[Saved entries]
^^^^^^^^^^^^^^^^

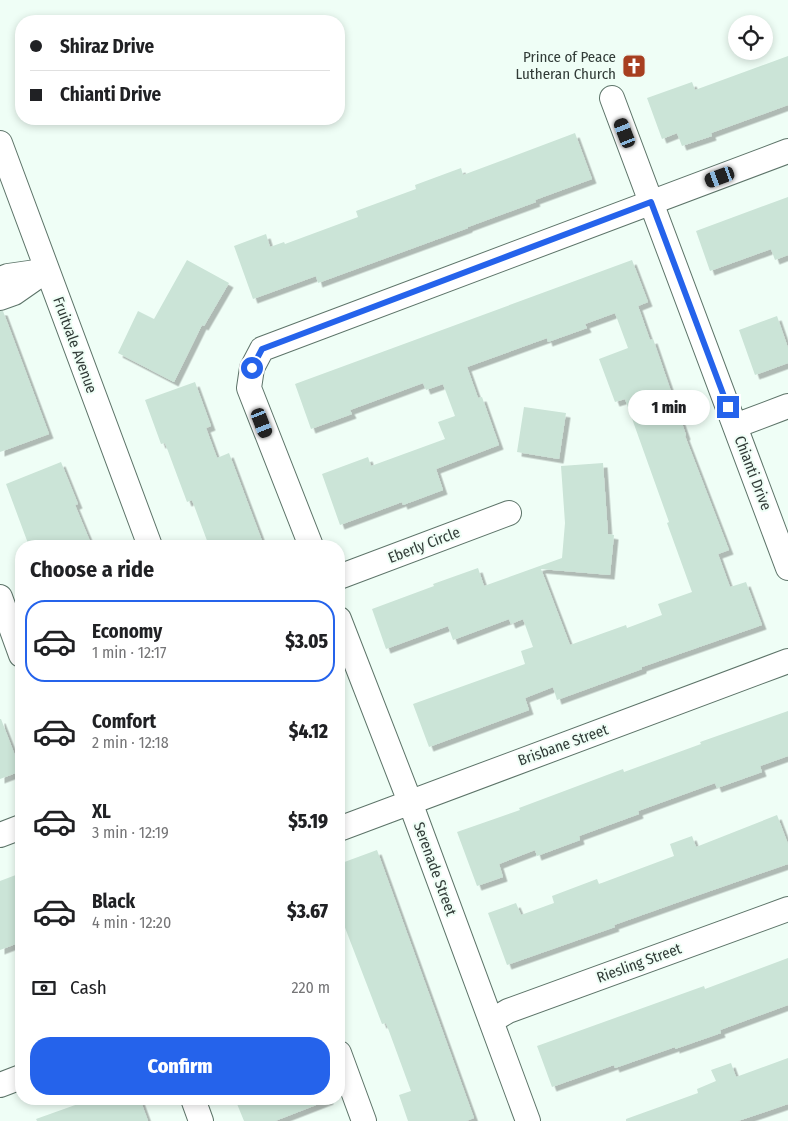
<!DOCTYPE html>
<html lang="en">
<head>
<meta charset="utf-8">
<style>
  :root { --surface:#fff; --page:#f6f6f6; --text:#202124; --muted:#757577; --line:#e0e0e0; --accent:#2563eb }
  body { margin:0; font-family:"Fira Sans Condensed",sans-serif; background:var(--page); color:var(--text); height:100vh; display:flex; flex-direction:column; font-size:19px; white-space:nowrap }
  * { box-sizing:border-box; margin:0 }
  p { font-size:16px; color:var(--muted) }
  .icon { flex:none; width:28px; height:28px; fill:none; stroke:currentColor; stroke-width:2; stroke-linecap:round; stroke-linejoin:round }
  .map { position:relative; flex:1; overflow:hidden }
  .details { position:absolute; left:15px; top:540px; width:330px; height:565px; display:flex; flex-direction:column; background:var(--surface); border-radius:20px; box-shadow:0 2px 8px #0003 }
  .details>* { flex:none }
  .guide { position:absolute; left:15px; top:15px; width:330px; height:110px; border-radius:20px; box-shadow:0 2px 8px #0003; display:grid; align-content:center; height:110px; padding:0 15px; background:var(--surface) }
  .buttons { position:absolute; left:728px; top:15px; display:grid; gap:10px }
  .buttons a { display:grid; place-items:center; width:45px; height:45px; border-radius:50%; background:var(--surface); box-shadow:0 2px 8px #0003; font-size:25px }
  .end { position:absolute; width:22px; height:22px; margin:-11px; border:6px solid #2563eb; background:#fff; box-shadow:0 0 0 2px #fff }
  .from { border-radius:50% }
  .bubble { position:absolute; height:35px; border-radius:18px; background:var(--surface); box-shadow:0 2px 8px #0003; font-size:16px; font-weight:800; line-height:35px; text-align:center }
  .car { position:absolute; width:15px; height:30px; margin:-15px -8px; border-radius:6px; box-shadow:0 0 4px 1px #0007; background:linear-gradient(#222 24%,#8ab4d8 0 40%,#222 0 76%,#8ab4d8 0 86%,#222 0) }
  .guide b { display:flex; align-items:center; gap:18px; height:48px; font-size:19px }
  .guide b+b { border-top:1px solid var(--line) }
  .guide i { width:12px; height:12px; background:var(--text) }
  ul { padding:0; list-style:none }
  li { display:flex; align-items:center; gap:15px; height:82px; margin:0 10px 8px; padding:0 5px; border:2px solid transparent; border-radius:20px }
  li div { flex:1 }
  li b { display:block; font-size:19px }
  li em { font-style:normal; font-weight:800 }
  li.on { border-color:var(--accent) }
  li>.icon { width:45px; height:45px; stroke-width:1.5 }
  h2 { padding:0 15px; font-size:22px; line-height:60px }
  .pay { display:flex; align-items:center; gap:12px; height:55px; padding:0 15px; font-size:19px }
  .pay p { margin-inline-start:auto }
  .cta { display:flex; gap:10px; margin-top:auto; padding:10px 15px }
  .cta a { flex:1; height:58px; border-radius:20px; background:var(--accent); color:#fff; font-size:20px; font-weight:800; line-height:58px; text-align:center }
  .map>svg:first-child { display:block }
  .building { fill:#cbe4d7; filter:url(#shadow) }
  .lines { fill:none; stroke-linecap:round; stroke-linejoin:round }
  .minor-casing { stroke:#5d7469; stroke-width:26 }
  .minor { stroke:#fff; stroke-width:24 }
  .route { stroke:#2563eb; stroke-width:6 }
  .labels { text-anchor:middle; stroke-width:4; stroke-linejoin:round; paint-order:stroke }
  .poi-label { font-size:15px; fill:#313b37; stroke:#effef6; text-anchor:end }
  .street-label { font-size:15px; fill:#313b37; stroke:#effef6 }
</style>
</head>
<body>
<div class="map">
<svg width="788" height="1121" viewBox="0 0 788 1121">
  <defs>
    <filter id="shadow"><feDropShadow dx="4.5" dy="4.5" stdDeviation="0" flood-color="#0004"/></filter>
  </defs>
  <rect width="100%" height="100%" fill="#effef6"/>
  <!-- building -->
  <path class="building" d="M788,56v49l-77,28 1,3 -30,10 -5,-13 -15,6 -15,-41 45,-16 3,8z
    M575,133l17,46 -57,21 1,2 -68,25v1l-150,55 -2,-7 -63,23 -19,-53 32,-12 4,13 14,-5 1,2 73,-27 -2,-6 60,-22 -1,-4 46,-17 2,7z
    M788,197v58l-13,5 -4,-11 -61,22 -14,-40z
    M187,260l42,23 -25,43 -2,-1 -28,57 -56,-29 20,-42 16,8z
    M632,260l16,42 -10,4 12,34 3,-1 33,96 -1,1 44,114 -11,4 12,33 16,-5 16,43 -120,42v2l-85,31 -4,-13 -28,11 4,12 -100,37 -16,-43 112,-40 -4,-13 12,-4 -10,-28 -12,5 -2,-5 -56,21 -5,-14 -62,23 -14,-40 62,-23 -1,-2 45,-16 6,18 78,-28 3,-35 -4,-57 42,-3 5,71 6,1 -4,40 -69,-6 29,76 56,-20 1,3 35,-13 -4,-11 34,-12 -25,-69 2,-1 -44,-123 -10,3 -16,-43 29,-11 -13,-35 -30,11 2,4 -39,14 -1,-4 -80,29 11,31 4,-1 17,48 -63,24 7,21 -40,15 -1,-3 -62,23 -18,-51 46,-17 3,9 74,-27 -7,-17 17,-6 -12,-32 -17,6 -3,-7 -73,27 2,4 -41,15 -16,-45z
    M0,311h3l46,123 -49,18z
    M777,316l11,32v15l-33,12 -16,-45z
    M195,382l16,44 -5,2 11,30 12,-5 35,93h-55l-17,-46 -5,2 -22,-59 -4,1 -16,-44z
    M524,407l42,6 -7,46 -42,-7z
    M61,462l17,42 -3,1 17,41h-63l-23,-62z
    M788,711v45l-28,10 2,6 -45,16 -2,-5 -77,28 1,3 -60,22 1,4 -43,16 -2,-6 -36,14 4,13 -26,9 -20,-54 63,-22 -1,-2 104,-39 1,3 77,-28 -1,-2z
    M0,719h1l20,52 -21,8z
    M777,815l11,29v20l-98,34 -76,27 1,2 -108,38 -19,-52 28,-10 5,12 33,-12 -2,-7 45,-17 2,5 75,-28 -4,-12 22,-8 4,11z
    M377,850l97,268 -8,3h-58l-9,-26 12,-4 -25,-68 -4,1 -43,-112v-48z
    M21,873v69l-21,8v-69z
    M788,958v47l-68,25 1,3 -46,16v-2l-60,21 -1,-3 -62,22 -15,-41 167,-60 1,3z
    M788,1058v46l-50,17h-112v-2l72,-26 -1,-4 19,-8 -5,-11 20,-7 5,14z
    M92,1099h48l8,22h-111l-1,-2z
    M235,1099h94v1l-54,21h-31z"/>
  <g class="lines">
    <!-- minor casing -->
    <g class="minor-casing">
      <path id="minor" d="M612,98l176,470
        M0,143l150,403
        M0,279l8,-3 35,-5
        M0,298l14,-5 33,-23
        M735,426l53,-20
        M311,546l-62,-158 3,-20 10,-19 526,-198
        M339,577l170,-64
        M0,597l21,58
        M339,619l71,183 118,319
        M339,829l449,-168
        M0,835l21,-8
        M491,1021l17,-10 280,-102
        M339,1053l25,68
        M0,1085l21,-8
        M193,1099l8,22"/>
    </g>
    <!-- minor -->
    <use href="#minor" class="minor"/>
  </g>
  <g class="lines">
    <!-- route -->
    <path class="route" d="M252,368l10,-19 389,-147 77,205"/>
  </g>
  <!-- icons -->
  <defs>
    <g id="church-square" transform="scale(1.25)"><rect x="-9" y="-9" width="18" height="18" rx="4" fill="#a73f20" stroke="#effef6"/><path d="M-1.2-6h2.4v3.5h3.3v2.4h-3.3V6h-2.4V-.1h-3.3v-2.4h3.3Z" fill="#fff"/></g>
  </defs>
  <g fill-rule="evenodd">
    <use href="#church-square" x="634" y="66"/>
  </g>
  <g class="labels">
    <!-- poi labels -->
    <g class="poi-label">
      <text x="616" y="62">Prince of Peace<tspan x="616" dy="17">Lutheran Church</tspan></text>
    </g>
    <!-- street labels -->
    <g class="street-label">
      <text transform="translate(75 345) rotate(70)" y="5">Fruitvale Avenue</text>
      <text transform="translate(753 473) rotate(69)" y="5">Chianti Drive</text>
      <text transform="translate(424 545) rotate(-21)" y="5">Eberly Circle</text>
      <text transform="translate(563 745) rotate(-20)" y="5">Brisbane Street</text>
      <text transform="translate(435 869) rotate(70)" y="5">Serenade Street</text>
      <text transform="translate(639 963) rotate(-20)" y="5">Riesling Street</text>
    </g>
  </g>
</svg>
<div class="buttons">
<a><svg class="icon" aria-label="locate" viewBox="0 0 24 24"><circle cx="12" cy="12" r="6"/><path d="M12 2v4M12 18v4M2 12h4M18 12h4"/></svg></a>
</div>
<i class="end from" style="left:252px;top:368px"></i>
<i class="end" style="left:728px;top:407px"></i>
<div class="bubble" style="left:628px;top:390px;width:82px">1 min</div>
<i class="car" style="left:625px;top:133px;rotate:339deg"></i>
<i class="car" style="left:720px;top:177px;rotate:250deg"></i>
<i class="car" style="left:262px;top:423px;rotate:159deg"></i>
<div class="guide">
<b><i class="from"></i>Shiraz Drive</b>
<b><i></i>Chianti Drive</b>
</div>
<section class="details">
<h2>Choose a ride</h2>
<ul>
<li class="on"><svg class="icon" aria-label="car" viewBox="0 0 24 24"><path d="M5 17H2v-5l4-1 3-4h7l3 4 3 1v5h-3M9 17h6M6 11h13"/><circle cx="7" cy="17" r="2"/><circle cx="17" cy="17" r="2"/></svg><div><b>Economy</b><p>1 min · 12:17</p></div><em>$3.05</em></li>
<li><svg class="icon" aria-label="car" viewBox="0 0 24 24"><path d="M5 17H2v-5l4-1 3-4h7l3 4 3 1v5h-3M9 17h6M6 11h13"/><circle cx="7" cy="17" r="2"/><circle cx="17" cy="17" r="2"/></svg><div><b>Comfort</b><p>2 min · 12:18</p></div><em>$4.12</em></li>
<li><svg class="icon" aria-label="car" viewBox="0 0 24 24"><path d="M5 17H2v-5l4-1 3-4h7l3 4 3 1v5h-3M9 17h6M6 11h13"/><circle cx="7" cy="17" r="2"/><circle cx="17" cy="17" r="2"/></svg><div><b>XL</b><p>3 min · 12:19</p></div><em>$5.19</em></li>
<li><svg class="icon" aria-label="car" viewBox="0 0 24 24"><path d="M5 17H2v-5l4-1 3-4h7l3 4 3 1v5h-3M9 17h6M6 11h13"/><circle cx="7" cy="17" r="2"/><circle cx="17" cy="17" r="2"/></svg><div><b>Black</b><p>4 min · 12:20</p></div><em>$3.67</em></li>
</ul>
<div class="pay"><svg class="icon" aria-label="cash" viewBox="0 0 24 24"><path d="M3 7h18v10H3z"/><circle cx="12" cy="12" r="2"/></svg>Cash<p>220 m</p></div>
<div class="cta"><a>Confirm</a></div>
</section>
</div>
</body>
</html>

^^^^^^^^^^^^^^^^

Goal of the exercise - Omit the pictures. Print, word for word, the lines from the beginning of the entries above through the line that holds "--surface:#fff; --page:#f6f6f6; --text:#202124;".

Final answer -
<!DOCTYPE html>
<html lang="en">
<head>
<meta charset="utf-8">
<style>
  :root { --surface:#fff; --page:#f6f6f6; --text:#202124; --muted:#757577; --line:#e0e0e0; --accent:#2563eb }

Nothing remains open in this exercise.